▸ EXERCISE BRIEF: The exercise calls for every entry that follows to be repeated exactly.

(Stored data)
----------

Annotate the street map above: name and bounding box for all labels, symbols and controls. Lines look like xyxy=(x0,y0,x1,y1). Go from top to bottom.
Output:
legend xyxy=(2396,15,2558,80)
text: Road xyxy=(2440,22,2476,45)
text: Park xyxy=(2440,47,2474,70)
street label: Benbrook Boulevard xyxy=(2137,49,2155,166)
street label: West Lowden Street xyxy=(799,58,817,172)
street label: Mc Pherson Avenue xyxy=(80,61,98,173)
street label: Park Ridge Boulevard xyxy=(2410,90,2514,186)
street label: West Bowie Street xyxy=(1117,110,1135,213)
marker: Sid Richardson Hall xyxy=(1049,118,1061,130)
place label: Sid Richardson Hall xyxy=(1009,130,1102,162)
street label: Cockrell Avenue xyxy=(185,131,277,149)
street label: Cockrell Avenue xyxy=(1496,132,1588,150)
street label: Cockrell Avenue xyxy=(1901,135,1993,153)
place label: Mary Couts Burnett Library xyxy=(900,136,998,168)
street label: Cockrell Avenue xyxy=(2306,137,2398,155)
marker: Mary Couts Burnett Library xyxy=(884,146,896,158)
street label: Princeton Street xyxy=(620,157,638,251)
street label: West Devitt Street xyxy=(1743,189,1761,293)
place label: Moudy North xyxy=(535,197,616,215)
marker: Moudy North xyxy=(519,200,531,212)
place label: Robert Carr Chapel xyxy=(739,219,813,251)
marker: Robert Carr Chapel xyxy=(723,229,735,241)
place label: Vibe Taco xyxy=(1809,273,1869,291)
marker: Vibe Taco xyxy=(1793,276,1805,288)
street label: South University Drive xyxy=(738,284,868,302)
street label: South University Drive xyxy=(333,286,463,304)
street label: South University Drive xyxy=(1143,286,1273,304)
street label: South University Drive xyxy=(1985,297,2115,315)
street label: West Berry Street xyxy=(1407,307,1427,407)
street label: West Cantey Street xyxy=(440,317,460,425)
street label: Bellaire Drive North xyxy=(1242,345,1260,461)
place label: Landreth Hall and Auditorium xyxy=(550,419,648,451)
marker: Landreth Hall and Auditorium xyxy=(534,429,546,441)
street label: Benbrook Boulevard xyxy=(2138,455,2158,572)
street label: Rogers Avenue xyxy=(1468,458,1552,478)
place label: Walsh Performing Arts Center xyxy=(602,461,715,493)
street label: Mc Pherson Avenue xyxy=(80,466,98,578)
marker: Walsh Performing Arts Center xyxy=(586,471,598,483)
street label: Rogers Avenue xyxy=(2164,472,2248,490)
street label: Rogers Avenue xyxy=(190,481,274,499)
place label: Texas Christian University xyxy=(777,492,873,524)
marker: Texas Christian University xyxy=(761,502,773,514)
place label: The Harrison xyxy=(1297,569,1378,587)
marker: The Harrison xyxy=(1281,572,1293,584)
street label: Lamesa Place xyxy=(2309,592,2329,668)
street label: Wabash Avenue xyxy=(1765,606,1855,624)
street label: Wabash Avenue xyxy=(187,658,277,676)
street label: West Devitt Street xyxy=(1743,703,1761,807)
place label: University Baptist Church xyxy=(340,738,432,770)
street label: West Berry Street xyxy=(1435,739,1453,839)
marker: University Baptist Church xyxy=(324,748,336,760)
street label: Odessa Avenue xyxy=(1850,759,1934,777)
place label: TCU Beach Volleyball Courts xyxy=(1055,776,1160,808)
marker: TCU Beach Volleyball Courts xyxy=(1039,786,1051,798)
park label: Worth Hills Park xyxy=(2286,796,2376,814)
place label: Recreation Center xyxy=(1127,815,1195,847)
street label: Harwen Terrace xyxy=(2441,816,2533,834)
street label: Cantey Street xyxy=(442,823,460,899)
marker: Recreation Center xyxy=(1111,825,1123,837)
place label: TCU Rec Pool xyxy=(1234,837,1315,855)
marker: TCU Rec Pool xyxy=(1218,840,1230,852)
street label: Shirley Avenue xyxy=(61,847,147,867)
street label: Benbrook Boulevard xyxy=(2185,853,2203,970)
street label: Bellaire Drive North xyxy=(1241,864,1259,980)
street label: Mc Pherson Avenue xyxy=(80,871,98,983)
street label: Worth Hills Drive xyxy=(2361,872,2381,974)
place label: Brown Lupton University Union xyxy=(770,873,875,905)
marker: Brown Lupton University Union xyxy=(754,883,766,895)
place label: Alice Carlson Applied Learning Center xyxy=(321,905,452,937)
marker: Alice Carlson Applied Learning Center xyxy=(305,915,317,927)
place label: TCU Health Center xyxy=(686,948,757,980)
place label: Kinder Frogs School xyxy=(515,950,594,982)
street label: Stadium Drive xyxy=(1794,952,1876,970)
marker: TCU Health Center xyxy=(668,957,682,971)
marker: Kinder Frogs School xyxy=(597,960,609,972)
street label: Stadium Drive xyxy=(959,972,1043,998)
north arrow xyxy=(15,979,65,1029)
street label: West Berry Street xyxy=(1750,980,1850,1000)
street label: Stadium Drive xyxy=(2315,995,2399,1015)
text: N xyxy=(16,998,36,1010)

----------

▸ ANSWER SECTION:
Annotate the street map above: name and bounding box for all labels, symbols and controls. Lines look like xyxy=(x0,y0,x1,y1). Go from top to bottom.
Output:
legend xyxy=(2396,15,2558,80)
text: Road xyxy=(2440,22,2476,45)
text: Park xyxy=(2440,47,2474,70)
street label: Benbrook Boulevard xyxy=(2137,49,2155,166)
street label: West Lowden Street xyxy=(799,58,817,172)
street label: Mc Pherson Avenue xyxy=(80,61,98,173)
street label: Park Ridge Boulevard xyxy=(2410,90,2514,186)
street label: West Bowie Street xyxy=(1117,110,1135,213)
marker: Sid Richardson Hall xyxy=(1049,118,1061,130)
place label: Sid Richardson Hall xyxy=(1009,130,1102,162)
street label: Cockrell Avenue xyxy=(185,131,277,149)
street label: Cockrell Avenue xyxy=(1496,132,1588,150)
street label: Cockrell Avenue xyxy=(1901,135,1993,153)
place label: Mary Couts Burnett Library xyxy=(900,136,998,168)
street label: Cockrell Avenue xyxy=(2306,137,2398,155)
marker: Mary Couts Burnett Library xyxy=(884,146,896,158)
street label: Princeton Street xyxy=(620,157,638,251)
street label: West Devitt Street xyxy=(1743,189,1761,293)
place label: Moudy North xyxy=(535,197,616,215)
marker: Moudy North xyxy=(519,200,531,212)
place label: Robert Carr Chapel xyxy=(739,219,813,251)
marker: Robert Carr Chapel xyxy=(723,229,735,241)
place label: Vibe Taco xyxy=(1809,273,1869,291)
marker: Vibe Taco xyxy=(1793,276,1805,288)
street label: South University Drive xyxy=(738,284,868,302)
street label: South University Drive xyxy=(333,286,463,304)
street label: South University Drive xyxy=(1143,286,1273,304)
street label: South University Drive xyxy=(1985,297,2115,315)
street label: West Berry Street xyxy=(1407,307,1427,407)
street label: West Cantey Street xyxy=(440,317,460,425)
street label: Bellaire Drive North xyxy=(1242,345,1260,461)
place label: Landreth Hall and Auditorium xyxy=(550,419,648,451)
marker: Landreth Hall and Auditorium xyxy=(534,429,546,441)
street label: Benbrook Boulevard xyxy=(2138,455,2158,572)
street label: Rogers Avenue xyxy=(1468,458,1552,478)
place label: Walsh Performing Arts Center xyxy=(602,461,715,493)
street label: Mc Pherson Avenue xyxy=(80,466,98,578)
marker: Walsh Performing Arts Center xyxy=(586,471,598,483)
street label: Rogers Avenue xyxy=(2164,472,2248,490)
street label: Rogers Avenue xyxy=(190,481,274,499)
place label: Texas Christian University xyxy=(777,492,873,524)
marker: Texas Christian University xyxy=(761,502,773,514)
place label: The Harrison xyxy=(1297,569,1378,587)
marker: The Harrison xyxy=(1281,572,1293,584)
street label: Lamesa Place xyxy=(2309,592,2329,668)
street label: Wabash Avenue xyxy=(1765,606,1855,624)
street label: Wabash Avenue xyxy=(187,658,277,676)
street label: West Devitt Street xyxy=(1743,703,1761,807)
place label: University Baptist Church xyxy=(340,738,432,770)
street label: West Berry Street xyxy=(1435,739,1453,839)
marker: University Baptist Church xyxy=(324,748,336,760)
street label: Odessa Avenue xyxy=(1850,759,1934,777)
place label: TCU Beach Volleyball Courts xyxy=(1055,776,1160,808)
marker: TCU Beach Volleyball Courts xyxy=(1039,786,1051,798)
park label: Worth Hills Park xyxy=(2286,796,2376,814)
place label: Recreation Center xyxy=(1127,815,1195,847)
street label: Harwen Terrace xyxy=(2441,816,2533,834)
street label: Cantey Street xyxy=(442,823,460,899)
marker: Recreation Center xyxy=(1111,825,1123,837)
place label: TCU Rec Pool xyxy=(1234,837,1315,855)
marker: TCU Rec Pool xyxy=(1218,840,1230,852)
street label: Shirley Avenue xyxy=(61,847,147,867)
street label: Benbrook Boulevard xyxy=(2185,853,2203,970)
street label: Bellaire Drive North xyxy=(1241,864,1259,980)
street label: Mc Pherson Avenue xyxy=(80,871,98,983)
street label: Worth Hills Drive xyxy=(2361,872,2381,974)
place label: Brown Lupton University Union xyxy=(770,873,875,905)
marker: Brown Lupton University Union xyxy=(754,883,766,895)
place label: Alice Carlson Applied Learning Center xyxy=(321,905,452,937)
marker: Alice Carlson Applied Learning Center xyxy=(305,915,317,927)
place label: TCU Health Center xyxy=(686,948,757,980)
place label: Kinder Frogs School xyxy=(515,950,594,982)
street label: Stadium Drive xyxy=(1794,952,1876,970)
marker: TCU Health Center xyxy=(668,957,682,971)
marker: Kinder Frogs School xyxy=(597,960,609,972)
street label: Stadium Drive xyxy=(959,972,1043,998)
north arrow xyxy=(15,979,65,1029)
street label: West Berry Street xyxy=(1750,980,1850,1000)
street label: Stadium Drive xyxy=(2315,995,2399,1015)
text: N xyxy=(16,998,36,1010)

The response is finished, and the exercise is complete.